Food insecurity among college students is a problem in America. According to a 2020 Temple University study, approximately 1 in 5 undergraduates nationally are food insecure. More locally, according to an Illinois demographic report, 18.4% of people who live in Chicago Heights are living in poverty; many of these people likely do not have enough money for food. Although Prairie State College has made efforts to address this issue for students by placing snack boxes around campus, the question of whether or not student hunger needs are really being met is still active.

It has been more than just a rare occurrence that students have been found looking in the mobile snack pit stops that were established around campus, just to find them empty. Every day, students can be seen checking the boxes, looking for snacks, just to be faced with the same empty result. The fact that this pattern can be seen weekly on campus, over several semesters, shows that these snack boxes are not just periodically unavailable; they are chronically empty. Dr. Cynthia Cornejo,  a PSC psychology professor, confirmed this observation in an interview when she stated, “Every day I see people looking in the food pantries; whether it’s for a quick snack or if they’re hungry.”
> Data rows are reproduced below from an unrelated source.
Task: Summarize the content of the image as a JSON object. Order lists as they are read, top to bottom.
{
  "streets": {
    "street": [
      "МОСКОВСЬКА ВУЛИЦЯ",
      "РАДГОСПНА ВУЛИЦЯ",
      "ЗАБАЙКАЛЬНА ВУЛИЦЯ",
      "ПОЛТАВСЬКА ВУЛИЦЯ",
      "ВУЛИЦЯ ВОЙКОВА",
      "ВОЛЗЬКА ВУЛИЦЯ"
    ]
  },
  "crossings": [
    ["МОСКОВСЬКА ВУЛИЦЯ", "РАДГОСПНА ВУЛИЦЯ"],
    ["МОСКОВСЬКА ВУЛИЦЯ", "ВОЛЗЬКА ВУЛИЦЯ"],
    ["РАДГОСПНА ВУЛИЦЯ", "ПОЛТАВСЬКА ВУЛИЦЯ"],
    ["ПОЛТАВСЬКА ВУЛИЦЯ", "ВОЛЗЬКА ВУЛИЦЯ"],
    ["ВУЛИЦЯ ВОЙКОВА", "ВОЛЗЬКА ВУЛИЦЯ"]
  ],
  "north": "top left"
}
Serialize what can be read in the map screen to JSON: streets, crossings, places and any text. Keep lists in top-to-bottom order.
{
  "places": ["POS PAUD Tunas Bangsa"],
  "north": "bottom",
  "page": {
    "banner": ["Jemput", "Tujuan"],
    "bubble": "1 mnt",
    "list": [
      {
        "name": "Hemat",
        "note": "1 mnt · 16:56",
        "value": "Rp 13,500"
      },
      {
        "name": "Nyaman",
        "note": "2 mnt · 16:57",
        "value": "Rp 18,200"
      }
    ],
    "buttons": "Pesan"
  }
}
a common site for students (Duc Le)

When asked in an interview about why the mobile pit stops are chronically empty, and what accommodations and/or plans are being made to address the issue of food disparity with PSC students, Dr. Bernard Little, Vice President of Student Affairs, stated that there are plans to build a food pantry on the first floor. In the interview, Dr. Little reassured, “We’re strengthening our relationship with a food bank to tap into some of their free resources to fill our food pantry here at Prairie State.” Many have wondered why PSC has not opted to work with a food bank sooner. Additionally, it was not made clear as to why the pit-stops have been chronically empty over several semesters.



PSC-Pitstop Flier (Duc Le)

Addressing the importance of food pantries for students, Dr. Cornejo emphasized that, “all the research–whether you’re looking physiologically or psychologically–a student who is food insecure and not eating is going to have a hard time paying attention in class and being successful in school.” Dr. Cornejo’s hands-on experience with students and observations of students frequently depending on the mobile pit stops for snacks or meals, reinforces the importance and pressing need for having accessible food resources for students on campus. The fliers for the Pitstops recognize this need as well. 


As the college aims to tackle food insecurity on campus, plans for a “Peace Center”, where the food pantry will be held, are underway. Describing plans to launch in the fall, Dr. Little expressed that the “Peace Center,” will serve as an oasis for students who may be struggling to have access to essential resources and support services. But it’s unclear when construction will begin on the Peace Center, according to a staff member who asked to remain anonymous for this story. The atrium renovation will presumably be completed first.

Prairie State College has stated a commitment to addressing food insecurity, but the timeline on when the future plans for the food pantry and other resources to help with the issue of food insecurity will be completed is still in the air.